Anne of Avonlea
Davy in Search of a Sensation
Anne, walking home from school through the Birch Path one November afternoon, felt
convinced afresh that life was a very wonderful thing. The day had been a good day; all
had gone well in her little kingdom. St. Clair Donnell had not fought any of the other
boys over the question of his name; Prillie Rogerson's face had been so puffed up from
the effects of toothache that she did not once try to coquette with the boys in her
vicinity. Barbara Shaw had met with only ONE accident . . . spilling a dipper of water
over the floor . . . and Anthony Pye had not been in school at all.
"What a nice month this November has been!" said Anne, who had never quite got over
her childish habit of talking to herself. "November is usually such a disagreeable month .
. . as if the year had suddenly found out that she was growing old and could do nothing
but weep and fret over it. This year is growing old gracefully . . . just like a stately old
lady who knows she can be charming even with gray hair and wrinkles. We've had
lovely days and delicious twilights. This last fortnight has been so peaceful, and even
Davy has been almost well-behaved. I really think he is improving a great deal. How
quiet the woods are today . . . not a murmur except that soft wind purring in the
treetops! It sounds like surf on a faraway shore. How dear the woods are! You beautiful
trees! I love every one of you as a friend."
Anne paused to throw her arm about a slim young birch and kiss its cream-white trunk.
Diana, rounding a curve in the path, saw her and laughed.
"Anne Shirley, you're only pretending to be grown up. I believe when you're alone you're
as much a little girl as you ever were."
"Well, one can't get over the habit of being a little girl all at once," said Anne gaily. "You
see, I was little for fourteen years and I've only been grown-uppish for scarcely three.

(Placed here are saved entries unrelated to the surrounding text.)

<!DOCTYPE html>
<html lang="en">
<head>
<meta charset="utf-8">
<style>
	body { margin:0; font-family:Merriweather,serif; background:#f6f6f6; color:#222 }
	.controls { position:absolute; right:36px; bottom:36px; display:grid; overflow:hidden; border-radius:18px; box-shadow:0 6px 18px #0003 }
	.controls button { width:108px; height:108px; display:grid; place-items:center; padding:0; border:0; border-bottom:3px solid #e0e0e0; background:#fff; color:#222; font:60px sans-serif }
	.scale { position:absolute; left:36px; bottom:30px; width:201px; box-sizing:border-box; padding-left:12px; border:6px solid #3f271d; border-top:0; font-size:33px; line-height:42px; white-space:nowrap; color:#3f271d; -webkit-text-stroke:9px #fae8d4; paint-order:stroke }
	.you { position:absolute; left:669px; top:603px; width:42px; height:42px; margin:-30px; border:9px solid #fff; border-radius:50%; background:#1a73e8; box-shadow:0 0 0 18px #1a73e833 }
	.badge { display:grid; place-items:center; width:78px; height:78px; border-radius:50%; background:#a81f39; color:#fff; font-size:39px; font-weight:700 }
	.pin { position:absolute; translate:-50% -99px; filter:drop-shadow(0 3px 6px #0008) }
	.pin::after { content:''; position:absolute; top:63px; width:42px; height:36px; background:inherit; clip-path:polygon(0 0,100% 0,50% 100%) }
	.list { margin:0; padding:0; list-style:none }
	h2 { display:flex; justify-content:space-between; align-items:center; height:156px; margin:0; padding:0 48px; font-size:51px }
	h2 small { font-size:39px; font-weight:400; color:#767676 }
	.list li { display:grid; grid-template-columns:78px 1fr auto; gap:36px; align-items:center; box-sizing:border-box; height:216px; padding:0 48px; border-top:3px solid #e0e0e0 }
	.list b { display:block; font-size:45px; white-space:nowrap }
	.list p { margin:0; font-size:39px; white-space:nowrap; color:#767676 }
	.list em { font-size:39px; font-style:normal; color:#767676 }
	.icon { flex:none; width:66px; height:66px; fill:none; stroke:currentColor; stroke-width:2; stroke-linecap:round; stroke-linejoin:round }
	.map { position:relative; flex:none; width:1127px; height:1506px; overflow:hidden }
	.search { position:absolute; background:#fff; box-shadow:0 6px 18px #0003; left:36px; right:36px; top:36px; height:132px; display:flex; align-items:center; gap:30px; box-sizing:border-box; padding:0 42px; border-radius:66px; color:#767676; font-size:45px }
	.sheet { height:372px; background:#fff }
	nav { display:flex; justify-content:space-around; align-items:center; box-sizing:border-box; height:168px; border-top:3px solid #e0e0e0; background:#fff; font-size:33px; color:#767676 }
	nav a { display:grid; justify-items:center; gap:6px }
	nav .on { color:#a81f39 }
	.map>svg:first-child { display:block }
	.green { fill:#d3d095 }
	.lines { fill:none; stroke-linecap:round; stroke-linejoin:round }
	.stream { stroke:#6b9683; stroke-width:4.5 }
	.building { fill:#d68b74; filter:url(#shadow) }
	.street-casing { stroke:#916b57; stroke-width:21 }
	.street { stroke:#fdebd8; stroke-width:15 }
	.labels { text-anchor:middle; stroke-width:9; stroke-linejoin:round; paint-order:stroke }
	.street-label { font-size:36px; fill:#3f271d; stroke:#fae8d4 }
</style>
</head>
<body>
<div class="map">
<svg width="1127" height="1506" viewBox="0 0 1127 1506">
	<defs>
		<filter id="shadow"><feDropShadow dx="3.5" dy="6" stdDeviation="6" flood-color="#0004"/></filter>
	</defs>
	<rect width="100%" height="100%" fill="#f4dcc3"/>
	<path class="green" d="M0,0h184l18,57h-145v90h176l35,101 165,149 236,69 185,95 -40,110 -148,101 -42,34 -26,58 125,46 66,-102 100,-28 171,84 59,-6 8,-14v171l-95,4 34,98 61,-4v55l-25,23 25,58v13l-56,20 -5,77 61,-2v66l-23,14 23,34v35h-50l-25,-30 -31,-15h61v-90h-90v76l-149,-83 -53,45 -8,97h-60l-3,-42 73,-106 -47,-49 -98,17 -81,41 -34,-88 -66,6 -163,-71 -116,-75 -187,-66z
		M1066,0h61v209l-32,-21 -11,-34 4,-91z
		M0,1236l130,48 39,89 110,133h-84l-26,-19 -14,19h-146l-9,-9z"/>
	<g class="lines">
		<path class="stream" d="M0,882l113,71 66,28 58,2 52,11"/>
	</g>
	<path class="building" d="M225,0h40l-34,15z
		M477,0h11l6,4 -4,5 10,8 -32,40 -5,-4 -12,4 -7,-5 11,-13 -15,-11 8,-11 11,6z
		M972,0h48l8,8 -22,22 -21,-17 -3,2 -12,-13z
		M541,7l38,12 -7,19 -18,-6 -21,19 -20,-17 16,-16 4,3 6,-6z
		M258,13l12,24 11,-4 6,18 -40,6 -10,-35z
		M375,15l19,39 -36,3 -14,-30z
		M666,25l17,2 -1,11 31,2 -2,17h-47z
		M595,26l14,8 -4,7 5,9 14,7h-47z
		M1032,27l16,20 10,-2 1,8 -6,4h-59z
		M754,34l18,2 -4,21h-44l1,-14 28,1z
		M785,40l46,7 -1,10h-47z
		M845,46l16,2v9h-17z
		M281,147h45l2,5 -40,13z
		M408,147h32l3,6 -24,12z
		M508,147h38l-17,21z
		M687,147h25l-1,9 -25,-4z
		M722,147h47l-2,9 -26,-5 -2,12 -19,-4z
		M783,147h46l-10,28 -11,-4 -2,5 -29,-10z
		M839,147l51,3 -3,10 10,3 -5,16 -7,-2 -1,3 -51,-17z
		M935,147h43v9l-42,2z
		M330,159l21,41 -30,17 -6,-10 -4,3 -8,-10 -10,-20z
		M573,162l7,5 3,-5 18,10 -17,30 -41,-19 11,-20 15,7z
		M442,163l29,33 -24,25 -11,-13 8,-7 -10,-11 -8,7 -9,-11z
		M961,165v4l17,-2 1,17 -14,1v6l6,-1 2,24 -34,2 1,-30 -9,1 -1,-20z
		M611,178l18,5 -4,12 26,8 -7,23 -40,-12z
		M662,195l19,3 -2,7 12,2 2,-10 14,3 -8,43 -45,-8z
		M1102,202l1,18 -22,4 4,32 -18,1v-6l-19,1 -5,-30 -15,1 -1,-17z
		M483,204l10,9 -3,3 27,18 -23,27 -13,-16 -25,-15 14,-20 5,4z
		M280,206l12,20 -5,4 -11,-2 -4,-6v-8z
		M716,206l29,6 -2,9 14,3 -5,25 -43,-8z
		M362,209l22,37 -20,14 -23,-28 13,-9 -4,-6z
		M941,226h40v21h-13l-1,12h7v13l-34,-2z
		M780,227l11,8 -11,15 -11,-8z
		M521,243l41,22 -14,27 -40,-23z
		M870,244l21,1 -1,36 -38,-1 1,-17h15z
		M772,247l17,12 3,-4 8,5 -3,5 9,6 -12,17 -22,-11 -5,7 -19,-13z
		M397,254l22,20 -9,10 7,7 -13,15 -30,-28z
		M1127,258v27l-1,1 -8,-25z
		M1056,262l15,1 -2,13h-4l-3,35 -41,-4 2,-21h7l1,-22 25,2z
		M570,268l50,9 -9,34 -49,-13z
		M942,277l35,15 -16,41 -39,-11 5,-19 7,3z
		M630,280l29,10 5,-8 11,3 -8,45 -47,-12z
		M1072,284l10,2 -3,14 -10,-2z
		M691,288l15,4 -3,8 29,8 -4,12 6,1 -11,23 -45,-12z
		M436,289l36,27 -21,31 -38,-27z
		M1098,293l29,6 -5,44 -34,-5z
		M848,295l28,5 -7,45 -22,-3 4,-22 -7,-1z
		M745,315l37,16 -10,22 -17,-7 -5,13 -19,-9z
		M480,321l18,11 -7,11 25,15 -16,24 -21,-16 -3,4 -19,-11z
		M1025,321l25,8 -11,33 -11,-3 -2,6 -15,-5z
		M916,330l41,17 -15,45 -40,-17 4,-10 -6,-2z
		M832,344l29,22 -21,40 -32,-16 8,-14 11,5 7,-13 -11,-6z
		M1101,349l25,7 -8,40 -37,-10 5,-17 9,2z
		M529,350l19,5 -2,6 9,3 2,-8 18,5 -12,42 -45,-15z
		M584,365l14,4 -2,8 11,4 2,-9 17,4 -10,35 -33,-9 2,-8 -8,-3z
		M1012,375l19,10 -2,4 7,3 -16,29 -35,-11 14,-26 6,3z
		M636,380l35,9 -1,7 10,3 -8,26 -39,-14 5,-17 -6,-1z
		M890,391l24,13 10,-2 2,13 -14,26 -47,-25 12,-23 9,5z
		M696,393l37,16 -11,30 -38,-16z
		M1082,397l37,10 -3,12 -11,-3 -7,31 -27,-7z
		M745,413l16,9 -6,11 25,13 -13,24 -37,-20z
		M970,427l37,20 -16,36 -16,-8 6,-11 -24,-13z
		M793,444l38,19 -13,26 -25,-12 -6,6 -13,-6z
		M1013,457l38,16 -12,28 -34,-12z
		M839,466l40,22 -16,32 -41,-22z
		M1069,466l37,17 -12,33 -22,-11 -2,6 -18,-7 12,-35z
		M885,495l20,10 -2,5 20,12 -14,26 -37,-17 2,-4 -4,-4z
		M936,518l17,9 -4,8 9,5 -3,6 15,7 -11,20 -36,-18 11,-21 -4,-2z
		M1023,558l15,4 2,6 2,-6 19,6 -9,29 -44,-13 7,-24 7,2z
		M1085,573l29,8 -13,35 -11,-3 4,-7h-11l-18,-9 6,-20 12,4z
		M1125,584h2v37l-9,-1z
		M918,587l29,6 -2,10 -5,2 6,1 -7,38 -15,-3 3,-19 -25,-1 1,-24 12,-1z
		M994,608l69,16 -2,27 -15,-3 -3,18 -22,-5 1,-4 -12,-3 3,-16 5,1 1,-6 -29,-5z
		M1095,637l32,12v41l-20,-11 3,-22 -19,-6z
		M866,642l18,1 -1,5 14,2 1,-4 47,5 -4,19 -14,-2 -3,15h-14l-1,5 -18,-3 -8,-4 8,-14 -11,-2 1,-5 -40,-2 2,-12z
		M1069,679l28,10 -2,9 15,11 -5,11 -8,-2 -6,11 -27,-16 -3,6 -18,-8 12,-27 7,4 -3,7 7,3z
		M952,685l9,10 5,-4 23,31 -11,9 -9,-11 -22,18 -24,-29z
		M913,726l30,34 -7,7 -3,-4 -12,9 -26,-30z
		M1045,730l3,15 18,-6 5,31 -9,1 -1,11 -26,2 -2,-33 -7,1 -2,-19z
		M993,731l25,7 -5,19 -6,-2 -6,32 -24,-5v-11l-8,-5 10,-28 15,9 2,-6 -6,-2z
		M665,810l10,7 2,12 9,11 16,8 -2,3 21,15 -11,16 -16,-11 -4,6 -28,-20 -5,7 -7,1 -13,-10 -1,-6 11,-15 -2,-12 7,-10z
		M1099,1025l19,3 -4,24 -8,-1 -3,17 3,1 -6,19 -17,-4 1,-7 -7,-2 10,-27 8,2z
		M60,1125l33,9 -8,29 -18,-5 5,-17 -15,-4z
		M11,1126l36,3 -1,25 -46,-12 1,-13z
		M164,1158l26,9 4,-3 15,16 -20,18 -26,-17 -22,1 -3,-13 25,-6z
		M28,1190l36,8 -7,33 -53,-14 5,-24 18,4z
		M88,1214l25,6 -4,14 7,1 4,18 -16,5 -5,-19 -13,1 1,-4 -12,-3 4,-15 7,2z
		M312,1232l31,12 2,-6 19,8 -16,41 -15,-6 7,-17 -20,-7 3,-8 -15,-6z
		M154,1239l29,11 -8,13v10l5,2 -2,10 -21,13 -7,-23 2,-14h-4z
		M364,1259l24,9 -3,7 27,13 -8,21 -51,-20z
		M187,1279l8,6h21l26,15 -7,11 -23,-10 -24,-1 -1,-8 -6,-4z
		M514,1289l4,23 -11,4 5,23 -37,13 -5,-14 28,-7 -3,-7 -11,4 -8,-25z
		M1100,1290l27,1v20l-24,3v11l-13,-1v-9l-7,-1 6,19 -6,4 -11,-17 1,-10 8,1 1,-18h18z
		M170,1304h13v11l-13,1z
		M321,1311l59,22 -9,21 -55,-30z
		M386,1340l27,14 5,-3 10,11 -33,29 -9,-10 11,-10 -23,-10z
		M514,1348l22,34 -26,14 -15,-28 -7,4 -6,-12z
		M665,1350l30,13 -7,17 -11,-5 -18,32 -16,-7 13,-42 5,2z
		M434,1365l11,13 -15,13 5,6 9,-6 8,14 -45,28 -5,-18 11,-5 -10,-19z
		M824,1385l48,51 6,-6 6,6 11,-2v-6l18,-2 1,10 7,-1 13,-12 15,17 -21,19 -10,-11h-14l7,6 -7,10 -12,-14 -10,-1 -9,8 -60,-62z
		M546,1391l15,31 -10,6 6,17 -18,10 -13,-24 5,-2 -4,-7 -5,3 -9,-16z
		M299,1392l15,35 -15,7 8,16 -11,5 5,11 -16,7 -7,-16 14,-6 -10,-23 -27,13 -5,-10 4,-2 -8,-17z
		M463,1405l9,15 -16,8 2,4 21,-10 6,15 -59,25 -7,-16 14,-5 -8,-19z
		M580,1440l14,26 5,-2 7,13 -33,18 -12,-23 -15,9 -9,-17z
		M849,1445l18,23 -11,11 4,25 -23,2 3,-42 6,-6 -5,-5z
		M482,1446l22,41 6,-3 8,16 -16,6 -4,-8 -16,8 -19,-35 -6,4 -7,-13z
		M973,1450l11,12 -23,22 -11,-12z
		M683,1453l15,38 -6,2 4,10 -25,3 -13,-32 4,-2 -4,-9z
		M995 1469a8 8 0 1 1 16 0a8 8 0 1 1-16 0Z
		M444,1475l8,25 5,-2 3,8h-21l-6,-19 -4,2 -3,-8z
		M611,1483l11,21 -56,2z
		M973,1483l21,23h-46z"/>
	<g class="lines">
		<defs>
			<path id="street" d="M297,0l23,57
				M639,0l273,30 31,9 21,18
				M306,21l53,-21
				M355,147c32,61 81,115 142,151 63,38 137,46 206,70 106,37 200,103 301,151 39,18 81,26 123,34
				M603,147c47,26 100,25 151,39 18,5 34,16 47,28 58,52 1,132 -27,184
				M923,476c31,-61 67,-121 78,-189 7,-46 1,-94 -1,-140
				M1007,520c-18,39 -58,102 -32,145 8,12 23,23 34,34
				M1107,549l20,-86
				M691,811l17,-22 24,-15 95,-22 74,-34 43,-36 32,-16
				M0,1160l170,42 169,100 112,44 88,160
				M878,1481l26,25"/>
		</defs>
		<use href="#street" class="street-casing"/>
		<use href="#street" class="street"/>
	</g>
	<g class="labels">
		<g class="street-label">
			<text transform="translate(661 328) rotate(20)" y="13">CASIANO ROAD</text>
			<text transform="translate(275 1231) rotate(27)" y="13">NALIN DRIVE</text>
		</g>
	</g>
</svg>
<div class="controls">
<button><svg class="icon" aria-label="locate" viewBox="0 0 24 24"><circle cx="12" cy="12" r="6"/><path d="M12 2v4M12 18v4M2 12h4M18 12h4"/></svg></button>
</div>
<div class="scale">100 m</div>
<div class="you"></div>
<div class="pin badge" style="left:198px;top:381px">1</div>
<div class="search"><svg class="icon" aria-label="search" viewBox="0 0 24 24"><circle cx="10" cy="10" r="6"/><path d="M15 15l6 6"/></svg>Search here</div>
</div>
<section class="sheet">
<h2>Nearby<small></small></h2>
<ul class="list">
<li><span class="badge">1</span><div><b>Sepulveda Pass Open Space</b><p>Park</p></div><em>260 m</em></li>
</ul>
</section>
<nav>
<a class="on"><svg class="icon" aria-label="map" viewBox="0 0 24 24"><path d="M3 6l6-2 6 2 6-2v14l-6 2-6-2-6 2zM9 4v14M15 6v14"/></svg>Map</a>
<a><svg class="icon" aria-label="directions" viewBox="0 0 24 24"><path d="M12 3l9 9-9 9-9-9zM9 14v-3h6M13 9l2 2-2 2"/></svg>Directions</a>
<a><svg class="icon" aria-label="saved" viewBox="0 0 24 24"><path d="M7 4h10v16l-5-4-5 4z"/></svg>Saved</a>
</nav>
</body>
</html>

I'm sure I shall always feel like a child in the woods. These walks home from school are
almost the only time I have for dreaming . . . except the half-hour or so before I go to
sleep. I'm so busy with teaching and studying and helping Marilla with the twins that I
haven't another moment for imagining things. You don't know what splendid adventures
I have for a little while after I go to bed in the east gable every night. I always imagine
I'm something very brilliant and triumphant and splendid . . . a great prima donna or a
Red Cross nurse or a queen. Last night I was a queen. It's really splendid to imagine
you are a queen. You have all the fun of it without any of the inconveniences and you
can stop being a queen whenever you want to, which you couldn't in real life. But here
in the woods I like best to imagine quite different things . . . I'm a dryad living in an old
pine, or a little brown wood-elf hiding under a crinkled leaf. That white birch you caught
me kissing is a sister of mine. The only difference is, she's a tree and I'm a girl, but
that's no real difference. Where are you going, Diana?"